The doctors at South Hyland Pet Hospital would like to share with our clients that we are seeing a dramatic increase this spring in dogs with significant illness resulting from diseases transmitted by ticks in our area.
The most common tick borne illnesses we see locally are Lyme disease, Anaplasmosis and Ehrlichiosis. Deer ticks are the most common carriers of these diseases, but other types of ticks (excluding wood ticks) can also carry these diseases. The tiniest growth stages of ticks, called nymphs, can be as small as the head of a pin and are impossible to see on a pet. Tiny ticks are also the most likely to carry and transmit disease. Ticks are carried by deer, birds and other wildlife in our area.
Symptoms of tick borne illness in dogs can include one or more of the following: fever, lethargy, limping, decreased appetite, nausea/vomiting, drinking more and bruising . Symptoms often come on suddenly and can be profoundly serious, even life threatening, if not caught and treated promptly.

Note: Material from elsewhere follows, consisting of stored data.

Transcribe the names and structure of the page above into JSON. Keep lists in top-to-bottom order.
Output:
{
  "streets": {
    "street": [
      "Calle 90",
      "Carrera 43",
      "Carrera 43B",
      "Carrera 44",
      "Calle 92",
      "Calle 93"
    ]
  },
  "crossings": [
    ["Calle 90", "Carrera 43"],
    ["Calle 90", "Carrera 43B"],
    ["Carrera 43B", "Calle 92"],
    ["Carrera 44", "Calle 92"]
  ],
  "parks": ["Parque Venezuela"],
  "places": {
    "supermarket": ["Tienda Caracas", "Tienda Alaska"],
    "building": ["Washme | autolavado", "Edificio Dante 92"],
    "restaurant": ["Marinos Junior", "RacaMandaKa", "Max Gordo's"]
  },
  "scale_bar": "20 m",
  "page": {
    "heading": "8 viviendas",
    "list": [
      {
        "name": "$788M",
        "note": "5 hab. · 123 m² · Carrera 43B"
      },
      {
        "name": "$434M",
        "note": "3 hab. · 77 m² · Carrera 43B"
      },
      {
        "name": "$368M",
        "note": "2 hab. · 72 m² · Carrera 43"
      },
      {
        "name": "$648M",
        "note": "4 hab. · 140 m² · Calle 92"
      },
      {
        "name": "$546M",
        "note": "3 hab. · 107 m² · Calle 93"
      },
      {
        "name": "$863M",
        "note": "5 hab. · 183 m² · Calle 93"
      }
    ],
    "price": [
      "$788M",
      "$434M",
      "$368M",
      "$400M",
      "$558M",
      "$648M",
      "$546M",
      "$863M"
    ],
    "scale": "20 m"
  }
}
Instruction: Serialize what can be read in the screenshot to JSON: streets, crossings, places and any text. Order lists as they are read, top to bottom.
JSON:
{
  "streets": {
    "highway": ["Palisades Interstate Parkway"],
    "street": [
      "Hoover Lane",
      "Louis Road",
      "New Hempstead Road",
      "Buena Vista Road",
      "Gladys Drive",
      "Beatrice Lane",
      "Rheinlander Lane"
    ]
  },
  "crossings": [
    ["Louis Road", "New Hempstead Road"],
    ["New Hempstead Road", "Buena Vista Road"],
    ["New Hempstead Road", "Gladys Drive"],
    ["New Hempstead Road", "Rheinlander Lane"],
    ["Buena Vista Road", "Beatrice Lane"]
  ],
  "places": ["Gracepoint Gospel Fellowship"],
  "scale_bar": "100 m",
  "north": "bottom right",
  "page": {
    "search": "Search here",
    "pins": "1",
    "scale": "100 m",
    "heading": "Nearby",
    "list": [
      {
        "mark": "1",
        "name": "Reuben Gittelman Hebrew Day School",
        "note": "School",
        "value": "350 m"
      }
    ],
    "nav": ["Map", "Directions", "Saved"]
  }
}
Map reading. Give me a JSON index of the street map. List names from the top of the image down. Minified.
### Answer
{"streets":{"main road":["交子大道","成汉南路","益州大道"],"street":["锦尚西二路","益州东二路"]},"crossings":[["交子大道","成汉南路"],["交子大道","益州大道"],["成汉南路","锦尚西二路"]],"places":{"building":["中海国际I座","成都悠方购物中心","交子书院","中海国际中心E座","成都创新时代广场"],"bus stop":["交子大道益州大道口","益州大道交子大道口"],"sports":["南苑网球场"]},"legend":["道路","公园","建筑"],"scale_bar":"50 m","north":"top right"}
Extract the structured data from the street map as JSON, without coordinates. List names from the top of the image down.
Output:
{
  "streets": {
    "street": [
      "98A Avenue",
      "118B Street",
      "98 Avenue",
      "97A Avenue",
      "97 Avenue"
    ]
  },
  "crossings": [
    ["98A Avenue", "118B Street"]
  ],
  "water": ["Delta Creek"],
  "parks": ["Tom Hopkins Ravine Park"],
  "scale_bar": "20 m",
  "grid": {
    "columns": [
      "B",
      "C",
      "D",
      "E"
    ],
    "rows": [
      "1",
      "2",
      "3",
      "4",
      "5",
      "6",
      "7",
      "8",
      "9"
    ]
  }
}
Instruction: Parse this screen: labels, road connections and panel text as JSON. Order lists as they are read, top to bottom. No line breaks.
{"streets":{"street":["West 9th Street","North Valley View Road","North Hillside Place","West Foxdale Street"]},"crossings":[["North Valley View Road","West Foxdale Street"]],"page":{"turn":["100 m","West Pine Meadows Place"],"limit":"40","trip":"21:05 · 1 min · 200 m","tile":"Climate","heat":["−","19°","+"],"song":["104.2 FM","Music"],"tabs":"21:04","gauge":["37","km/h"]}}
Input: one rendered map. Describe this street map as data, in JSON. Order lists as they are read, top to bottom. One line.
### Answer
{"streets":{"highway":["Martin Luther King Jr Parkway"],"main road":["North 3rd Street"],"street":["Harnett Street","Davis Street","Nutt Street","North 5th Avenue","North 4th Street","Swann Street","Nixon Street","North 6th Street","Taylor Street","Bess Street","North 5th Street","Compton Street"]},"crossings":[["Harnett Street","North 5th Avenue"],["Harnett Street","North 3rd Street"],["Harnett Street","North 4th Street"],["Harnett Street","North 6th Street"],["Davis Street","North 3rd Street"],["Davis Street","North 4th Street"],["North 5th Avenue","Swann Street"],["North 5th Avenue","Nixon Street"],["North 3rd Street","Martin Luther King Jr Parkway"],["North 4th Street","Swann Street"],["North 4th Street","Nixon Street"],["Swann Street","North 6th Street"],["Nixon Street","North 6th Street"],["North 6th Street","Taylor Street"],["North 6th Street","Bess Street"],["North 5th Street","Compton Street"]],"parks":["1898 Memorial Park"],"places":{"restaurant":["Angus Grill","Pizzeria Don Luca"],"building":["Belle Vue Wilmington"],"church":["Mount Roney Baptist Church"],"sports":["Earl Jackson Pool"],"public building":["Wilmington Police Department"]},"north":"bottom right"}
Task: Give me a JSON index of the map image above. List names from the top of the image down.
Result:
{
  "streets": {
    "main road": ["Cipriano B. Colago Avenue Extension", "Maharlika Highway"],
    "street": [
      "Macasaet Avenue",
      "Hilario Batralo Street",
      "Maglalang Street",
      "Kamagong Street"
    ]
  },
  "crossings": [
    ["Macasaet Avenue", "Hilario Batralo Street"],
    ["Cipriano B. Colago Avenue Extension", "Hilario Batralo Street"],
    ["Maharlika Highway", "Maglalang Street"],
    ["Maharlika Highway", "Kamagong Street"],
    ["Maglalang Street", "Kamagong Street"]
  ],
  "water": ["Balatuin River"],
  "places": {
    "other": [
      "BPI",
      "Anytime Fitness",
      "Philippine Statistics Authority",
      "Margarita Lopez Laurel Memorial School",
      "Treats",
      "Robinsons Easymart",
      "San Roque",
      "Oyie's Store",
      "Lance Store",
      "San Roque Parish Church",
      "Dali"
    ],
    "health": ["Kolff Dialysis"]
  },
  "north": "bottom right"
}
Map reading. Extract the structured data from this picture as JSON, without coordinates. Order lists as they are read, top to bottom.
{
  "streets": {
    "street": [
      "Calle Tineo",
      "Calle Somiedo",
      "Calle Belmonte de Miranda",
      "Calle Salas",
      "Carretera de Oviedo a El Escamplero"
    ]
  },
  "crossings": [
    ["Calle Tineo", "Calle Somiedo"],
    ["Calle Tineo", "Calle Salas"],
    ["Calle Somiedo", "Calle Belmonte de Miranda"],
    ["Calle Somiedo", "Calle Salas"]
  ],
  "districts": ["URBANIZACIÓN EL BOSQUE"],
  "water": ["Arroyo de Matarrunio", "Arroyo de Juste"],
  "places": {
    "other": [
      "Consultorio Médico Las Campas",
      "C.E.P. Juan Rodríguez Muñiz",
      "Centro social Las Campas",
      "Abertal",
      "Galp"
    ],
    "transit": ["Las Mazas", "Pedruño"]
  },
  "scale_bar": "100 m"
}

Diagnosis of tick borne disease in dogs involves physical examination by the veterinarian and appropriate diagnostic testing, which can include blood and urine tests depending on each individual pet’s symptoms. Additional consequences of tick infection can be low platelets or white blood cells with Anaplasma or Ehrlichia, or damage to the kidneys with Lyme disease (Lyme nephritis). This kidney damage affects only a small fraction of dogs infected with Lyme disease, but the prognosis for recovery when Lyme nephritis is present can be very poor.
The fantastic news is that tick disease is easy to prevent. There are safe and effective options available to suit every dog and family. We recommend either oral Nexgard chews or topical Frontline Plus. Each is effective for 1 month for tick control, and also controls fleas. Nexgard or Frontline Plus need to be given on the same day each month all year long. Ticks are active at temperatures above 40 degrees, and even in Minnesota we experience days of active ticks during brief winter warm-ups. At South Hyland we diagnose and treat tick disease all year as a result of this. Tick disease infections are highest in spring and fall, but happen in every month of the year.Tick borne disease is treated with antibiotics, and other medications as needed (determined by the veterinarian). Some critically ill pets require hospitalization.